WHAT YOU WILL DO
Show, in full, each line of the data that contains "turn".

SUPPLIED DATA

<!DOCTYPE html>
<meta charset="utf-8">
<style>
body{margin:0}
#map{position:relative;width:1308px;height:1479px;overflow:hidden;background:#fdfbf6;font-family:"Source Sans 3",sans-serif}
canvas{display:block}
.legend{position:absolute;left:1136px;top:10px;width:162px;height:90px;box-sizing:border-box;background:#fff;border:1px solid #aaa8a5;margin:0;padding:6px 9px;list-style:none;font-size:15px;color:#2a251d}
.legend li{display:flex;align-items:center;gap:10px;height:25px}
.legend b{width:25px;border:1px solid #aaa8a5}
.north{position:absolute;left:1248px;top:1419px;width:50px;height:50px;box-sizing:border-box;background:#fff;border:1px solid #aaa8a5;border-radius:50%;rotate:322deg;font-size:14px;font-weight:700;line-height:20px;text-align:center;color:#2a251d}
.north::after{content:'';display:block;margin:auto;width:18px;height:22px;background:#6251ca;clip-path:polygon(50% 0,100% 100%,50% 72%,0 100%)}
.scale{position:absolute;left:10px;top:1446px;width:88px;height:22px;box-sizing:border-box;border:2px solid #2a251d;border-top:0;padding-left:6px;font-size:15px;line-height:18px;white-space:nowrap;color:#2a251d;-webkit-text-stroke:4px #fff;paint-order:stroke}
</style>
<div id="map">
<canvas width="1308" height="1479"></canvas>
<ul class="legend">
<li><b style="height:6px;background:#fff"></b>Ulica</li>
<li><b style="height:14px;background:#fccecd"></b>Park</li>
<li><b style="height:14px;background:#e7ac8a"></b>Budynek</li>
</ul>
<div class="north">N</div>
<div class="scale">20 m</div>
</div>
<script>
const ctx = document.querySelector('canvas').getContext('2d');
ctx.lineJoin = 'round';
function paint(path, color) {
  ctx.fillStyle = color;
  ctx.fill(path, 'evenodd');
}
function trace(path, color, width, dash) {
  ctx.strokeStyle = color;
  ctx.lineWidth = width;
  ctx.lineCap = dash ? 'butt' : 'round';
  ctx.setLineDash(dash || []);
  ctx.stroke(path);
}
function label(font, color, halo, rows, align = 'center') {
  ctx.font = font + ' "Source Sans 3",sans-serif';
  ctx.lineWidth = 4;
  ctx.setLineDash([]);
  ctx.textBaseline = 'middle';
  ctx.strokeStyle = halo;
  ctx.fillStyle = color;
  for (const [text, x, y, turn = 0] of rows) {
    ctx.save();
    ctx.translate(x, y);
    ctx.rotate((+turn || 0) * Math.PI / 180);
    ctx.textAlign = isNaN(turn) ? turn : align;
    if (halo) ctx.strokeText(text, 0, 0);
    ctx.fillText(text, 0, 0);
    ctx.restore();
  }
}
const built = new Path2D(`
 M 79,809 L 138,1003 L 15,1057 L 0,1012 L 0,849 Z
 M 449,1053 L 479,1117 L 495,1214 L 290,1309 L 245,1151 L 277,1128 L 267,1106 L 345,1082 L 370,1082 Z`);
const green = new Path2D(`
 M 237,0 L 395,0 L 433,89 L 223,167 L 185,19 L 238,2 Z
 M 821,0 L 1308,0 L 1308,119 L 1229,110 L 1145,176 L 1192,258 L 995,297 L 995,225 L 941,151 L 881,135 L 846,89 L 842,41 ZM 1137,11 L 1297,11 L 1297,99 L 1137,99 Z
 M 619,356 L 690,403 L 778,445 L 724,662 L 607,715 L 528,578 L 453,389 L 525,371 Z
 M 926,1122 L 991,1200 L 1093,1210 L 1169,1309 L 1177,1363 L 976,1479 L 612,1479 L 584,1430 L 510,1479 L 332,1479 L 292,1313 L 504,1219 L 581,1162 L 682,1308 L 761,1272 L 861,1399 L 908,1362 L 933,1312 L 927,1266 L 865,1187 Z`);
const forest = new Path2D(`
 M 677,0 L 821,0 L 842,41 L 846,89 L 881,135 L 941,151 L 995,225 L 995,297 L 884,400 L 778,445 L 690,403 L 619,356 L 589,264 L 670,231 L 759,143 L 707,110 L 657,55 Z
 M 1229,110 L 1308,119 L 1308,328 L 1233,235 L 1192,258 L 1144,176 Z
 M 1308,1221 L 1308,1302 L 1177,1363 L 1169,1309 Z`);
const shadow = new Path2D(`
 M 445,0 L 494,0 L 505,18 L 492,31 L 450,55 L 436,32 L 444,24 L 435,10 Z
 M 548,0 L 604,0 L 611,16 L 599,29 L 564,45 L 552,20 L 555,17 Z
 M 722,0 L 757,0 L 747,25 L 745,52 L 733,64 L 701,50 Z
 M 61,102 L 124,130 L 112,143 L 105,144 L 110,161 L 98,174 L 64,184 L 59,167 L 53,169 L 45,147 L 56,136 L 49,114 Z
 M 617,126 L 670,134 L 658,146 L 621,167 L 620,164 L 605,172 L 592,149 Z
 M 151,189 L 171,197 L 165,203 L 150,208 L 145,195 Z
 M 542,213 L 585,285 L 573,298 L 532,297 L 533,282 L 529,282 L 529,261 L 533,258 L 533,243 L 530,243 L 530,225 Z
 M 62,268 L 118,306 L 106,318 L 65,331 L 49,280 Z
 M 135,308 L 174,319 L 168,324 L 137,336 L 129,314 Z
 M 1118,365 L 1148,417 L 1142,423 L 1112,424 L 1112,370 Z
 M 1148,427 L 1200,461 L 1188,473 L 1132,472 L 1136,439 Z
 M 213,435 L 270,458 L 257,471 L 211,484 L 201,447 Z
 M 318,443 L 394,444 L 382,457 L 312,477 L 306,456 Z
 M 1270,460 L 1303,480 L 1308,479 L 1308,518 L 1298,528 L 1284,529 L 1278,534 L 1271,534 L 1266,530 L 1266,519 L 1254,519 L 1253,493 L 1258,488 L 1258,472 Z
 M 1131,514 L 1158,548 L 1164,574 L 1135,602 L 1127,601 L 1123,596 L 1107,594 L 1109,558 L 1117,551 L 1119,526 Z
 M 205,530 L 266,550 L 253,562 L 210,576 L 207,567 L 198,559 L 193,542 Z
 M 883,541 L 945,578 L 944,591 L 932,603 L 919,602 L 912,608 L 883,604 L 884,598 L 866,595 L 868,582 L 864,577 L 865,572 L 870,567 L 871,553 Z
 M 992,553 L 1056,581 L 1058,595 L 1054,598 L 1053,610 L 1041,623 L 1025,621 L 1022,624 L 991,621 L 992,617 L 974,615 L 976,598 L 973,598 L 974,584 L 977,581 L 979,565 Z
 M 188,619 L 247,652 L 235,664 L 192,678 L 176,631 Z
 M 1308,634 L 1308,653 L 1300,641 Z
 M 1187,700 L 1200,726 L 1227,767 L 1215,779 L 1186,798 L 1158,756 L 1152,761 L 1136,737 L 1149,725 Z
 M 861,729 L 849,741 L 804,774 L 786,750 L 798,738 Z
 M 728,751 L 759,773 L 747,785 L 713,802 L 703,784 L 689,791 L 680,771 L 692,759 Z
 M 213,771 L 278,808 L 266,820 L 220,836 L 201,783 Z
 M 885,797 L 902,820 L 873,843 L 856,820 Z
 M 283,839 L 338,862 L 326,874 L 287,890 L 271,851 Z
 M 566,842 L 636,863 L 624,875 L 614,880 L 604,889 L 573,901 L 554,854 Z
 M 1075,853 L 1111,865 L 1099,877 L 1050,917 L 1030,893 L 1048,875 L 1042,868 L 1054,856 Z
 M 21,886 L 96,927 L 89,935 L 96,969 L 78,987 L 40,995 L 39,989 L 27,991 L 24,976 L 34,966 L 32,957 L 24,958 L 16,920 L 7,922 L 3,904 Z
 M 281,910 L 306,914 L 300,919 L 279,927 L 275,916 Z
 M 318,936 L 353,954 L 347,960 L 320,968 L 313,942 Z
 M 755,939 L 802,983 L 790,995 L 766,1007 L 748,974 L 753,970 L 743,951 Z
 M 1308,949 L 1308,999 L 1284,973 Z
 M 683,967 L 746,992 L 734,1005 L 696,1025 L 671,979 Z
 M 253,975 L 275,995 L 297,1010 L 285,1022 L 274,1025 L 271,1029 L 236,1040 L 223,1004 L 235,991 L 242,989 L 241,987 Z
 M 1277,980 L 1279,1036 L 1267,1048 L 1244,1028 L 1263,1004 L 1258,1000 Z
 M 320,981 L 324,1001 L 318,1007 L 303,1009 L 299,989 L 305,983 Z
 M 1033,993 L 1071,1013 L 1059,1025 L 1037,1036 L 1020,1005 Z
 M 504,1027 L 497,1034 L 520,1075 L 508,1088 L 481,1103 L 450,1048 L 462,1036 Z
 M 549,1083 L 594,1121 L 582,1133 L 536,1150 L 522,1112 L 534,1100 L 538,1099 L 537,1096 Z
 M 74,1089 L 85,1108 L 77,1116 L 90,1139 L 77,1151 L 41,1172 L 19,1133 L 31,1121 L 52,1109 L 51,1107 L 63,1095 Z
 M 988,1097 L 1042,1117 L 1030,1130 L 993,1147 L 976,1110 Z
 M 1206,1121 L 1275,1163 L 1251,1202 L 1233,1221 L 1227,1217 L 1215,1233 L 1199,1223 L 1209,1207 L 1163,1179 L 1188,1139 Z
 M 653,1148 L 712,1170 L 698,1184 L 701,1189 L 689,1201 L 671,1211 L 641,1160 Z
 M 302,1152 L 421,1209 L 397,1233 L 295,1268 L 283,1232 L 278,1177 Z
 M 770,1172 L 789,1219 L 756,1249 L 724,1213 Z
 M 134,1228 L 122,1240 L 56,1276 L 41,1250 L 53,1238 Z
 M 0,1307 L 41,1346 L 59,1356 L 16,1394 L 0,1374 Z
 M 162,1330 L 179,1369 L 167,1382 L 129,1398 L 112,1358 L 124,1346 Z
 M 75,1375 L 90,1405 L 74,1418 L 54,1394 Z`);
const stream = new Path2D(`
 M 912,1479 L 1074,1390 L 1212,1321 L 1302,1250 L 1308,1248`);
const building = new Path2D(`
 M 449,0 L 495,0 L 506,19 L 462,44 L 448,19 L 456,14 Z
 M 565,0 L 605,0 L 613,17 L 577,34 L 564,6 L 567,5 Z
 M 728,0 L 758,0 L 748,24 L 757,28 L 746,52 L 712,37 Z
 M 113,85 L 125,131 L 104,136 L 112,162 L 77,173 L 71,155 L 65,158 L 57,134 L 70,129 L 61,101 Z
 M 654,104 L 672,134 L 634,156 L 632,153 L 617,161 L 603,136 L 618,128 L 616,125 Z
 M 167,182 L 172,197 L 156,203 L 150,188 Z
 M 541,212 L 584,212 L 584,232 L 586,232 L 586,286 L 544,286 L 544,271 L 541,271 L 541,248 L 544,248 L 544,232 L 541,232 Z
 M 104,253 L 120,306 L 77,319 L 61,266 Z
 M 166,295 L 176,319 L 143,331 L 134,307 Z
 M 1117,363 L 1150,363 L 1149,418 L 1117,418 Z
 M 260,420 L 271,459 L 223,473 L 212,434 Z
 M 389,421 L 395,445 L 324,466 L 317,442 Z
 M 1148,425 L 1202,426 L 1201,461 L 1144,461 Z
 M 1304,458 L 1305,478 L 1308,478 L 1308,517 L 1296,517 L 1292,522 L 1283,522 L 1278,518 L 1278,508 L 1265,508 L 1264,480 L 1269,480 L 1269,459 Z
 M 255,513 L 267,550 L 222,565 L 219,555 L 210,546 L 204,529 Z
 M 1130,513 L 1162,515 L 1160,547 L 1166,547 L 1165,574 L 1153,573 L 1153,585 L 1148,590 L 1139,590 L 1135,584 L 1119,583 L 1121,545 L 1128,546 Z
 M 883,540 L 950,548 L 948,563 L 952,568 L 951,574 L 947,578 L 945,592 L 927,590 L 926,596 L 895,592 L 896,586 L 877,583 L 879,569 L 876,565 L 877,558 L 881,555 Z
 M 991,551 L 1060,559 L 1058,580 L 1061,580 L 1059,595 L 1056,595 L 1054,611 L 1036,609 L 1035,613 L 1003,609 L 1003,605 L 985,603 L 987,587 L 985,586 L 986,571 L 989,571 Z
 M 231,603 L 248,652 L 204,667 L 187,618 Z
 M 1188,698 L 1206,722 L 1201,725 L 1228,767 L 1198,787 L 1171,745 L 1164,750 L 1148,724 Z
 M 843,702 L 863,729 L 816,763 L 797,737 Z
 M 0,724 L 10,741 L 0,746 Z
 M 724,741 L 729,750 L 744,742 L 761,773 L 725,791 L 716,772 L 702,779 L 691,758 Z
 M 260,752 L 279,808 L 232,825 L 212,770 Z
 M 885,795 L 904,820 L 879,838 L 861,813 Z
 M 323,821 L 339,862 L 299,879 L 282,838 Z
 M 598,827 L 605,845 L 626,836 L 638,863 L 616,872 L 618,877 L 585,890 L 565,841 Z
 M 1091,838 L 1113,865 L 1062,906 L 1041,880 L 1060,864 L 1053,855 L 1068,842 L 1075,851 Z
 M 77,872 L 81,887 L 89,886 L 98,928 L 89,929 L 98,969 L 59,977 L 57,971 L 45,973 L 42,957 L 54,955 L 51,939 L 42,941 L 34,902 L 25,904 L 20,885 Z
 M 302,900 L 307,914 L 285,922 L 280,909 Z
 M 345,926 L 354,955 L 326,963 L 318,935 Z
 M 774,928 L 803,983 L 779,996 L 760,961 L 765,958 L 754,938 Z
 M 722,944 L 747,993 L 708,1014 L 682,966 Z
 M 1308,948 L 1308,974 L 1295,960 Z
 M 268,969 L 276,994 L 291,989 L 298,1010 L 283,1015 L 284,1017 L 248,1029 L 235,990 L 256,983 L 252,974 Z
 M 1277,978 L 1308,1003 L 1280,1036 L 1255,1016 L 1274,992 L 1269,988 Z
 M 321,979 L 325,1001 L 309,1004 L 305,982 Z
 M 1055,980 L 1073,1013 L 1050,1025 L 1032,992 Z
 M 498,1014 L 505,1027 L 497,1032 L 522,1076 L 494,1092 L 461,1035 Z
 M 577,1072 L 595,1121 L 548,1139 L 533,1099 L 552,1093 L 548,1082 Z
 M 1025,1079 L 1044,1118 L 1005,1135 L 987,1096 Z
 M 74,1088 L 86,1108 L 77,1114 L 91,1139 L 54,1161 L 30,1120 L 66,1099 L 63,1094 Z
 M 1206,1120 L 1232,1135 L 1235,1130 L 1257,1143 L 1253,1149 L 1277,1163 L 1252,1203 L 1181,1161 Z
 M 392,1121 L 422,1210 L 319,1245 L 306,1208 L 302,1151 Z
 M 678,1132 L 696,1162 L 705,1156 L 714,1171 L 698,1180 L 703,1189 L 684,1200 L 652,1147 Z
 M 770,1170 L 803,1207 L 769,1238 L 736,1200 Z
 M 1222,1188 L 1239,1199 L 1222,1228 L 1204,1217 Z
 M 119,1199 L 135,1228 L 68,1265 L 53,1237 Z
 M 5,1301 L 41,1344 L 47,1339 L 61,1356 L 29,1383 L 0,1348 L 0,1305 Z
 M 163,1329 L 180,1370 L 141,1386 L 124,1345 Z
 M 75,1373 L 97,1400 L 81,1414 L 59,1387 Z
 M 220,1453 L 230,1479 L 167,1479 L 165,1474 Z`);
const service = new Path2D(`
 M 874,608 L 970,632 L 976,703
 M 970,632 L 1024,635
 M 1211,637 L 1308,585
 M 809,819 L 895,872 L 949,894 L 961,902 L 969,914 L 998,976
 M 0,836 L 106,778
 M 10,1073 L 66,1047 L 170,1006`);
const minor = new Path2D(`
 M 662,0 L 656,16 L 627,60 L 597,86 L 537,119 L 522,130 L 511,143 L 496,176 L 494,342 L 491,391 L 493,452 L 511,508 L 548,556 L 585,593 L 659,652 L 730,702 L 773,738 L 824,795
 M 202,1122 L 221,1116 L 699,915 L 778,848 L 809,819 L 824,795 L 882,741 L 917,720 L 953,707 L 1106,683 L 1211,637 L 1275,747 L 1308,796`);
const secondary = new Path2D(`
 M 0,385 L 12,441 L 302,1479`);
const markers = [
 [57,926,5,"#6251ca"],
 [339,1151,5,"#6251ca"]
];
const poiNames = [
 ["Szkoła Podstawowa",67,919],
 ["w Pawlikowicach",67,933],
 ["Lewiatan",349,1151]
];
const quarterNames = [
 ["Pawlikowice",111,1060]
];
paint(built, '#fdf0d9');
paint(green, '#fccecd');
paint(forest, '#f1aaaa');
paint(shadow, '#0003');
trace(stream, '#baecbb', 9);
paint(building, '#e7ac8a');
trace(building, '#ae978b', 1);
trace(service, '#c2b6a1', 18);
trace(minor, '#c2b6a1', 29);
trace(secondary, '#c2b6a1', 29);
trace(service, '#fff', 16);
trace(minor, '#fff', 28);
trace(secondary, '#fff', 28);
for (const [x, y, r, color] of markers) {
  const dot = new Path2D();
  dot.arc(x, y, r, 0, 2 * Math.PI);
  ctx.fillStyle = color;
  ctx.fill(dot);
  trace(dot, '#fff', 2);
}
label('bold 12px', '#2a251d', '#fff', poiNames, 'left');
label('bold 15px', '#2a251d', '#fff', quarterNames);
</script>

SOLUTION TO THIS TASK
  for (const [text, x, y, turn = 0] of rows) {
    ctx.rotate((+turn || 0) * Math.PI / 180);
    ctx.textAlign = isNaN(turn) ? turn : align;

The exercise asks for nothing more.